__YOUR OBJECTIVE__
Produce a faithful copy of the data, one that leaves out the pictures.
##### DATA BELOW
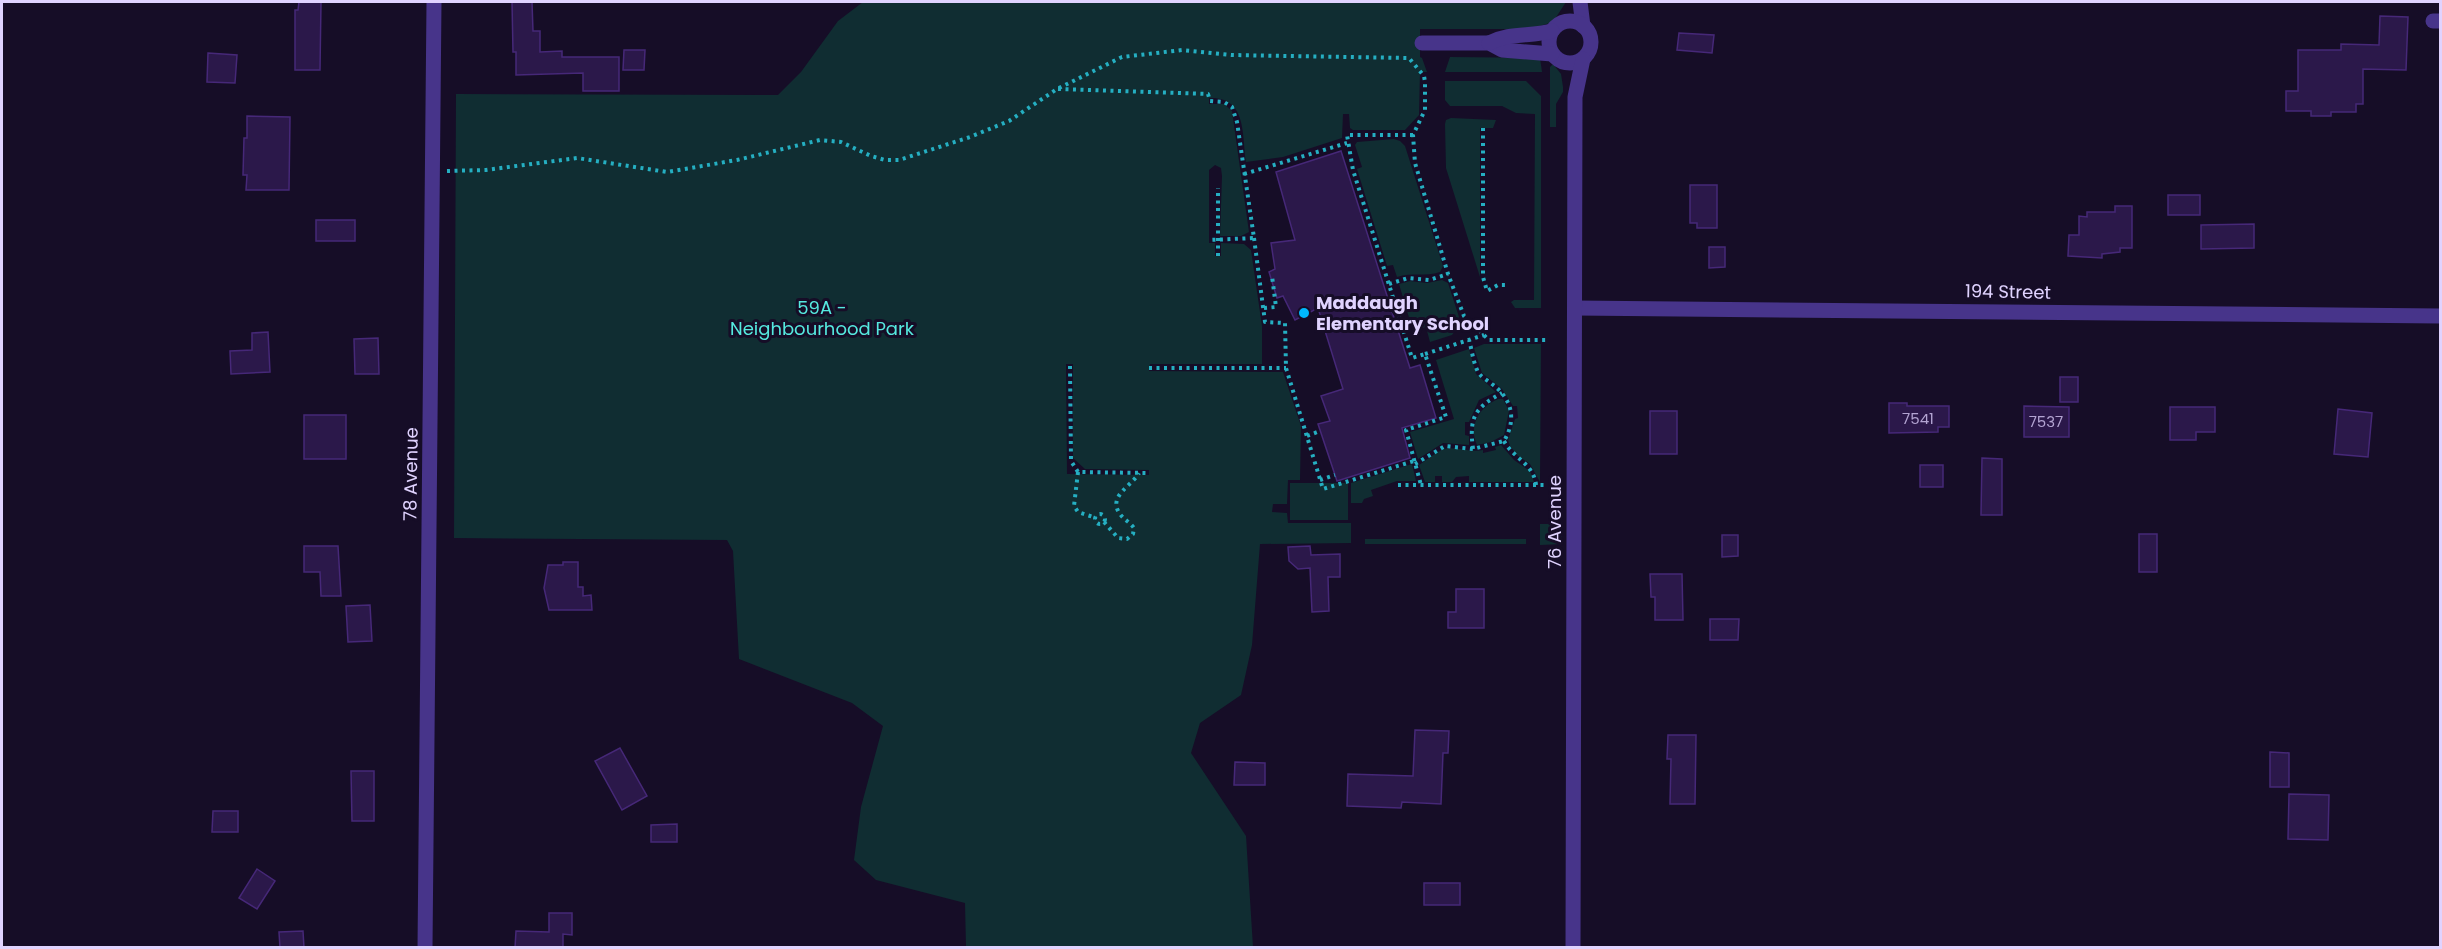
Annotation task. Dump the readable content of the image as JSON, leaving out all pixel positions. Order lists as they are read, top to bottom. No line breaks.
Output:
{"streets":{"street":["194 Street","78 Avenue","76 Avenue"]},"crossings":[["194 Street","76 Avenue"]],"parks":["59A - Neighbourhood Park"],"places":["Maddaugh Elementary School"],"house_numbers":["7541","7537"]}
##########
__ANSWER TO THE EXERCISE__
Annotation task. Dump the readable content of the image as JSON, leaving out all pixel positions. Order lists as they are read, top to bottom. No line breaks.
Output:
{"streets":{"street":["194 Street","78 Avenue","76 Avenue"]},"crossings":[["194 Street","76 Avenue"]],"parks":["59A - Neighbourhood Park"],"places":["Maddaugh Elementary School"],"house_numbers":["7541","7537"]}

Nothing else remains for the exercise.